For selected patients, a trial of oral disopyramide is a reasonable approach before proceeding to invasive septal reduction. Patients who respond to disopyramide are continued on the drug. Those who continue to have disabling symptoms or who experience side effects are promptly referred for septal reduction. Using such a stepped strategy, investigators have reported that survival does not differ from that observed in the age-matched normal United States population.
- Acute heart failure – Disopyramide should not be given to patients with impaired LV systolic function and low ejection fraction. Heart failure is not seen when disopyramide is used in patients with normal or supernormal LV systolic function.
- Severe hypotension – Disopyramide should not be given to patients with impaired LV systolic function and low ejection fraction. Hypotension is not seen in patients with normal or supernormal LV systolic function.
- Dry mouth
- Urinary retention – Disopyramide should not be given to patients with symptomatic prostatism.
- Blurred vision
Mechanism of action
Disopyramide's Class 1a activity is similar to that of quinidine in that it targets sodium channels to inhibit conduction. Disopyramide depresses the increase in sodium permeability of the cardiac myocyte during Phase 0 of the cardiac action potential, in turn decreasing the inward sodium current. This results in an increased threshold for excitation and a decreased upstroke velocity. Disopyramide prolongs the PR interval by lengthening both the QRS and P wave duration. This effect is particularly well suited in the treatment of ventricular tachycardia as it slows the action potential propagation through the atria to the ventricles. Disopyramide does not act as a blocking agent for beta or alpha adrenergic receptors, but does have a significant negative inotropic effect on the ventricular myocardium. As a result, the use of disopyramide may reduce contractile force up to 42% at low doses and up to 100% in higher doses leading to heart failure.

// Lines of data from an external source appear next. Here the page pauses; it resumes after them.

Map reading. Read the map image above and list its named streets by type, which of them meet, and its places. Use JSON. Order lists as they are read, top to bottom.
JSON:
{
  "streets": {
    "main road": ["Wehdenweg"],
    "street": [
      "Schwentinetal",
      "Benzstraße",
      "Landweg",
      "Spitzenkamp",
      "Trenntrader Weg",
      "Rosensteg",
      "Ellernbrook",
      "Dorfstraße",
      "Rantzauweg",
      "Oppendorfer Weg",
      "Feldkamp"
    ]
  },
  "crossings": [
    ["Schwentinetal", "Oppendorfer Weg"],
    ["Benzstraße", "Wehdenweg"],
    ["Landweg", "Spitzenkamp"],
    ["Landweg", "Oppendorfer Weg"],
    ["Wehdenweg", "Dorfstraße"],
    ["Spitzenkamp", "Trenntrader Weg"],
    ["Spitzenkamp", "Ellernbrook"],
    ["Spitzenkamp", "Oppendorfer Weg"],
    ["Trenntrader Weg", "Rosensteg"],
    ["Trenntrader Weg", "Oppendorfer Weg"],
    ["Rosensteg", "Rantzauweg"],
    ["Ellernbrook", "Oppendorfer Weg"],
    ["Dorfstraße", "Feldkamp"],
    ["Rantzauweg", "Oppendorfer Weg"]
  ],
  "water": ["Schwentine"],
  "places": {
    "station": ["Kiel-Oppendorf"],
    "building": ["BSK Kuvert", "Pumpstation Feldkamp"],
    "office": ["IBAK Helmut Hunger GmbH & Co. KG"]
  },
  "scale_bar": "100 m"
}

Levites proposed a possible secondary mode of action for disopyramide, against reentrant arrhythmias after an ischemic insult. Disopyramide decreases the inhomogeneity between infarcted and normal myocardium refractory periods; in addition to lengthening the refractory period. This decreases the chance of re-entry depolarization, because signals are more likely to encounter tissue in a refractory state which cannot be excited. This provides a possible treatment for atrial and ventricular fibrillation, as it restores pacemaker control of the tissue to the SA and AV nodes.